Безмолвие гор простирало над нами лиловые знамена. Снега сияли на вершинах. Кровь стекала по ногам изувеченного быка и закипала в траве. И, услышав стон быка, я заглянул ему в глаза и увидел смерть быка и свою смерть и пал на землю в неизмеримых страданиях.

— Путник, — воскликнул тогда мальчик с лицом, розовым, как заря, — ты извиваешься, и пена клокочет в углах твоих губ. Черная болезнь вяжет тебя канатами своих судорог.

— Баграт-Оглы, — ответил я, изнемогая, — в глазах твоего быка я нашел отражение всегда бодрствующей злобы соседей наших Мемед-ханов. В их влажной глубине я нашел зеркала, в которых разгораются зеленые костры измены соседей наших Мемед-ханов. Мою юность, убитую бесплодно, увидел я в зрачках изувеченного быка и мою зрелость, пробивавшуюся сквозь колючие изгороди равнодушия. Пути Сирии, Аравии и Курдистана, измеренные мною трижды, нахожу я в глазах твоего быка, о, Баграт-Оглы, и их плоские пески не оставляют мне надежды. Ненависть всего мира вползает в отверстые глазницы твоего быка. Беги же от злобы соседей наших Мемед-ханов, о, Баграт-Оглы, и пусть старый заклинатель змей взвалит на себя корзину с удавами и бежит с тобою рядом…

И, огласив ущелье стоном, я поднялся на ноги. Я ощутил аромат эвкалиптов и ушел прочь. Многоголовый рассвет взлетел над горами, как тысяча лебедей. Бухта Трапезунда блеснула вдали сталью своих вод. И я увидел море и желтые борты фелюг. Свежесть трав переливалась на развалинах византийской стены. Базары Трапезунда и ковры Трапезунда предстали предо мной. Молодой горец встретился мне у поворота в город. На вытянутой руке его сидел кобчик с закованной лапой. Походка горца была легка. Солнце всплывало над нашими головами. И внезапный покой сошел на мою душу скитальца.

Ты проморгал, капитан!

В Одесский порт пришел пароход «Галифакс». Он пришел из Лондона за русской пшеницей.
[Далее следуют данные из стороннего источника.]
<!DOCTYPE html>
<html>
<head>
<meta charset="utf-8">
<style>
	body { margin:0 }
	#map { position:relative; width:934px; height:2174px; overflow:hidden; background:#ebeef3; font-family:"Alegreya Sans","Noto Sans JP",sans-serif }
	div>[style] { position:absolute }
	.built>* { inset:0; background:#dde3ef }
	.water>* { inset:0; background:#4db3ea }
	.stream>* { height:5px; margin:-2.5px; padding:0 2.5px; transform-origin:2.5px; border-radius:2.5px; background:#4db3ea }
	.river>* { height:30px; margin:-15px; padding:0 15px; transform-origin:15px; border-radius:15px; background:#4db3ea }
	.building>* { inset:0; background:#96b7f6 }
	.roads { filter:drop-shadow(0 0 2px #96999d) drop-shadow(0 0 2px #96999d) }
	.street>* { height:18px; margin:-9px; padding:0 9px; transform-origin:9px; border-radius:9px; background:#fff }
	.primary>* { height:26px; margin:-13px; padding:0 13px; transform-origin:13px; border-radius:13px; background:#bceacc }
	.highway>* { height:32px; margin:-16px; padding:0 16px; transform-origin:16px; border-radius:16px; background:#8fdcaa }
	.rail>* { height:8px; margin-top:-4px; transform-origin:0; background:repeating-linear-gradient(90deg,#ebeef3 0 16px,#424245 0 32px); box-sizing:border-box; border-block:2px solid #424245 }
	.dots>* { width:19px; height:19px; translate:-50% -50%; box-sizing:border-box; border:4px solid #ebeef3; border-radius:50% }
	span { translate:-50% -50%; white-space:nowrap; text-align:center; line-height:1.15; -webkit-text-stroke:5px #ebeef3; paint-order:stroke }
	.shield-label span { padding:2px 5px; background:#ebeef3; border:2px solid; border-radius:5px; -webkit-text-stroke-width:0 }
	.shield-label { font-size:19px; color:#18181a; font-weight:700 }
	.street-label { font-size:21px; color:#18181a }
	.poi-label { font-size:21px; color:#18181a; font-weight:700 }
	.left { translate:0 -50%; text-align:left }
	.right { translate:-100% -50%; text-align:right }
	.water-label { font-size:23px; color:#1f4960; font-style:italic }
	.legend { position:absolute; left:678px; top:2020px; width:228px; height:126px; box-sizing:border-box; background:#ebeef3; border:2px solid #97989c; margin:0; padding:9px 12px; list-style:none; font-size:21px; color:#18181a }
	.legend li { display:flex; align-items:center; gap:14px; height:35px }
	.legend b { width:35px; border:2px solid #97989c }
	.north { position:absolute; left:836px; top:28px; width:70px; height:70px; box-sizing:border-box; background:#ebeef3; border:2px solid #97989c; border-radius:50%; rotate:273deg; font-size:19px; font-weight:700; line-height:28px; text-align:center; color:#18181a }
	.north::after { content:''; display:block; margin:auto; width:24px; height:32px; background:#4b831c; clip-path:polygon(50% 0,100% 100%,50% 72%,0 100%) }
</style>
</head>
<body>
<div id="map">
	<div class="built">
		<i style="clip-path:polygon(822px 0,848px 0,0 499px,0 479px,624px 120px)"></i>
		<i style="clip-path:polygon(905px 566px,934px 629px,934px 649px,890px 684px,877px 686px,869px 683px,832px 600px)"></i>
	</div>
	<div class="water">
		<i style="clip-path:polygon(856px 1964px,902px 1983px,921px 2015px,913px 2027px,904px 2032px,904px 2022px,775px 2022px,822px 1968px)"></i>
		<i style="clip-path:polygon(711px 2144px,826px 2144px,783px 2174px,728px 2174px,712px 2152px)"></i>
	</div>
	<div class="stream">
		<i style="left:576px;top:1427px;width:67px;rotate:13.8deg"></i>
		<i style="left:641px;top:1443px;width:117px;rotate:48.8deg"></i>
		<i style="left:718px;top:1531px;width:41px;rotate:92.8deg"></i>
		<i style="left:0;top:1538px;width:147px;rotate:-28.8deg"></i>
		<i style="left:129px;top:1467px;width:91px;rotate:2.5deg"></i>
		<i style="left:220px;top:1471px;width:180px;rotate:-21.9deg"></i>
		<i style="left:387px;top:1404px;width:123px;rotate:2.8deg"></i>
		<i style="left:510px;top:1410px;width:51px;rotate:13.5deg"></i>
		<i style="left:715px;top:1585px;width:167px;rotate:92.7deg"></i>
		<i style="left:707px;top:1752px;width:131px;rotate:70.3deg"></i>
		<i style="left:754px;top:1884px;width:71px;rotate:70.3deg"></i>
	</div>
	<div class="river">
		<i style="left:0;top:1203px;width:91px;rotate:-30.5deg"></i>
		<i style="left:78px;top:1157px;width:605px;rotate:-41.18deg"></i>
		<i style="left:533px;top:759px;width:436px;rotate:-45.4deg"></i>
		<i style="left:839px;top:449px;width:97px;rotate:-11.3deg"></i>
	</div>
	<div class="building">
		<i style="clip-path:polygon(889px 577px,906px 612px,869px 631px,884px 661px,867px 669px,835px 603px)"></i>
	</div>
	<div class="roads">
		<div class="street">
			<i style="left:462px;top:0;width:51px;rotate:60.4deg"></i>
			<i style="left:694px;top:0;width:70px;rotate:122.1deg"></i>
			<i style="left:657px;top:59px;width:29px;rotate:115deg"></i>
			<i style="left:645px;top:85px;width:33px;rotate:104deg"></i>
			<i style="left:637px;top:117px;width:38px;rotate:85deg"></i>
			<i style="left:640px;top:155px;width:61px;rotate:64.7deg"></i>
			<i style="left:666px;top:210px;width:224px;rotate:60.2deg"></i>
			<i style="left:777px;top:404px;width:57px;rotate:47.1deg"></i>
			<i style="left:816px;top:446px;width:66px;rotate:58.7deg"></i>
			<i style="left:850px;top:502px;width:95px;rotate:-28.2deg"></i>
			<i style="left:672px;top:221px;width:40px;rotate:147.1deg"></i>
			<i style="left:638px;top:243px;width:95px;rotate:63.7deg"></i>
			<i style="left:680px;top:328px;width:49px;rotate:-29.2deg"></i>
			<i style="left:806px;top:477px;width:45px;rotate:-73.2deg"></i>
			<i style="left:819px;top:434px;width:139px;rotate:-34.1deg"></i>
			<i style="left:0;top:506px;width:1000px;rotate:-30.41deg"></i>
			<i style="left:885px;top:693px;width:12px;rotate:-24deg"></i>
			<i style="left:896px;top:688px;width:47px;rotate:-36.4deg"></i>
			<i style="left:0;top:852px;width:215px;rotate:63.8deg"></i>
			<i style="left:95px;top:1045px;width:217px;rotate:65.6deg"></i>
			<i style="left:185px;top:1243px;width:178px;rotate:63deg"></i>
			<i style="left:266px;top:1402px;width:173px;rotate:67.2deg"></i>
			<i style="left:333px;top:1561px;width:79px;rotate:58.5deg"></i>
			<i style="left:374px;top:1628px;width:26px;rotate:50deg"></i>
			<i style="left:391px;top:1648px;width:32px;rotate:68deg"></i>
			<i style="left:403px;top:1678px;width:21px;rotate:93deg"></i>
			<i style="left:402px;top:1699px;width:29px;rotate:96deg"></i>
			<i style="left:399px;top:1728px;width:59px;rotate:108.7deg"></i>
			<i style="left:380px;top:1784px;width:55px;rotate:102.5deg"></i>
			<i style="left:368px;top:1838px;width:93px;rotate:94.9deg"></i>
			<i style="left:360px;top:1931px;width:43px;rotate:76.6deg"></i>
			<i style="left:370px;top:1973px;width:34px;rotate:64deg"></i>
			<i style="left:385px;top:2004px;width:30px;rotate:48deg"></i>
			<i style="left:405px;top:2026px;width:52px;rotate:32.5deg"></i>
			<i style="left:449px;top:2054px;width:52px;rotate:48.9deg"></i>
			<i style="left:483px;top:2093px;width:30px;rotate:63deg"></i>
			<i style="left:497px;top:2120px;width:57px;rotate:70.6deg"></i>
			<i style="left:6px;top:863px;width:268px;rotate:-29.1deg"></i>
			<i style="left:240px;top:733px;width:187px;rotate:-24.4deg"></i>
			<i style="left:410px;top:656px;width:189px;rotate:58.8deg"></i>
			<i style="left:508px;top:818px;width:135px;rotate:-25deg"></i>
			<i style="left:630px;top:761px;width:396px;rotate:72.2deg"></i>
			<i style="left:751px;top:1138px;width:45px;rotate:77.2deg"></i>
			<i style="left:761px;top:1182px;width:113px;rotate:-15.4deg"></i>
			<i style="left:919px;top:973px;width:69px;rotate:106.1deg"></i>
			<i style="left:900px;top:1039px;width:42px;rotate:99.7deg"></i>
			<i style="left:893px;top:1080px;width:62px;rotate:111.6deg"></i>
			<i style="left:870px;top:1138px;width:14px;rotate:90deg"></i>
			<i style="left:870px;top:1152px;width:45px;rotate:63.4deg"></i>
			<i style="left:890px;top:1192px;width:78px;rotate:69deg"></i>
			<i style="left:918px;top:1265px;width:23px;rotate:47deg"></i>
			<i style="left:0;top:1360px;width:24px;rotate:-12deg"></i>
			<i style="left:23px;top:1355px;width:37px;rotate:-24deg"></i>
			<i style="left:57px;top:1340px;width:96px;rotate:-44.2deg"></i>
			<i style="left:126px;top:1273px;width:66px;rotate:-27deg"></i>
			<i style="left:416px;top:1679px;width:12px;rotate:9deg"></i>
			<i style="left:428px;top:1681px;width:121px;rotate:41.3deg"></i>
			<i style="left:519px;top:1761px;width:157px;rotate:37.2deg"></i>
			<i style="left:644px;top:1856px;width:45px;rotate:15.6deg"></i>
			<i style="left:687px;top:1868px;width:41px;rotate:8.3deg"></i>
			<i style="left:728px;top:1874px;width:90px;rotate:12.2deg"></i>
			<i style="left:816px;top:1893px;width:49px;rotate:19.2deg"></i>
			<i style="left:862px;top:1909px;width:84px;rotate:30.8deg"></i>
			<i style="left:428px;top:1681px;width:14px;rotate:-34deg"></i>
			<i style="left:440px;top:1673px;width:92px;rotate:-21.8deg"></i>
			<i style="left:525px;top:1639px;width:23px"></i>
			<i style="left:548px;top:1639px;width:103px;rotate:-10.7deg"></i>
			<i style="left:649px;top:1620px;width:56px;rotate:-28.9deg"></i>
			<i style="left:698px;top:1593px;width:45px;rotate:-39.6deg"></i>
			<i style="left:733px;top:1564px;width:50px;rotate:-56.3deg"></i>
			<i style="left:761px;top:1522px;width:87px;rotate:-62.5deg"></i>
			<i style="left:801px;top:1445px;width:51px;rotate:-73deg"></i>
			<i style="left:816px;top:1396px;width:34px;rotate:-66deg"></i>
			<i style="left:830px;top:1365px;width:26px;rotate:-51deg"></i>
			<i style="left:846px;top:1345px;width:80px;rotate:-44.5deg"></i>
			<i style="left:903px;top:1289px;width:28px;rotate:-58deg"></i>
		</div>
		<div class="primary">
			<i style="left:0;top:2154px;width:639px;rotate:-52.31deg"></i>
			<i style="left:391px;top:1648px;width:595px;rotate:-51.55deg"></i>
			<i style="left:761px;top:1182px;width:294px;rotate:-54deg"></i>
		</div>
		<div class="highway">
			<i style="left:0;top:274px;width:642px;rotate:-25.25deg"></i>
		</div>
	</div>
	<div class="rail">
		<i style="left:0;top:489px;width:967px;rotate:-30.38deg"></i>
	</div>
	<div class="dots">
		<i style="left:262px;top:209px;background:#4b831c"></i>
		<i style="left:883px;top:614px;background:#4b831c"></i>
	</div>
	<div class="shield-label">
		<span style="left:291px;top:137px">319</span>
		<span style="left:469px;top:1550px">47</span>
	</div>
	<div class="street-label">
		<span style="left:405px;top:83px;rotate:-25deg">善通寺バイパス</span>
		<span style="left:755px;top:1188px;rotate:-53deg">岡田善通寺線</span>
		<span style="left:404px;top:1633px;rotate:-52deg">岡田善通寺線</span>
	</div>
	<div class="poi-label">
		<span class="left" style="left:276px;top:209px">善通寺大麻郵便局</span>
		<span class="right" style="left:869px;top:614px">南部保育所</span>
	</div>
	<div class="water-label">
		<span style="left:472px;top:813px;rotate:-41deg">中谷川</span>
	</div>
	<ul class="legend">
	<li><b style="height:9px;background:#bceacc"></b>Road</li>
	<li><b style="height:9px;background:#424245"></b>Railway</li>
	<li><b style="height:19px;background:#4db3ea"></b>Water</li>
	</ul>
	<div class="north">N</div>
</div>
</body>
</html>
Двадцать седьмого января, в день похорон Ленина, цветная команда парохода — три китайца, два негра и один малаец — вызвала капитана на палубу. В городе гремели оркестры и мела метель.

— Капитан О’Нирн, — сказали негры, — сегодня нет погрузки, отпустите нас в город до вечера.

— Оставайтесь на местах, — ответил О’Нирн, — шторм имеет девять баллов, и он усиливается; возле Санжейки замерз во льдах «Биконсфильд», барометр показывает то, чего ему лучше не показывать. В такую погоду команда должна быть на судне. Оставаться на местах.

И, сказав это, капитан О’Нирн отошел ко второму помощнику. Они пересмеивались со вторым помощником, курили сигары и показывали пальцами на город, где в неудержимом горе мела метель и завывали оркестры.

Два негра и три китайца слонялись без толку по палубе. Они дули в озябшие ладони, притопывали резиновыми сапогами и заглядывали в приотворенную дверь капитанской каюты. Оттуда тек в девятибалльный шторм бархат диванов, обогретый коньяком и тонким дымом.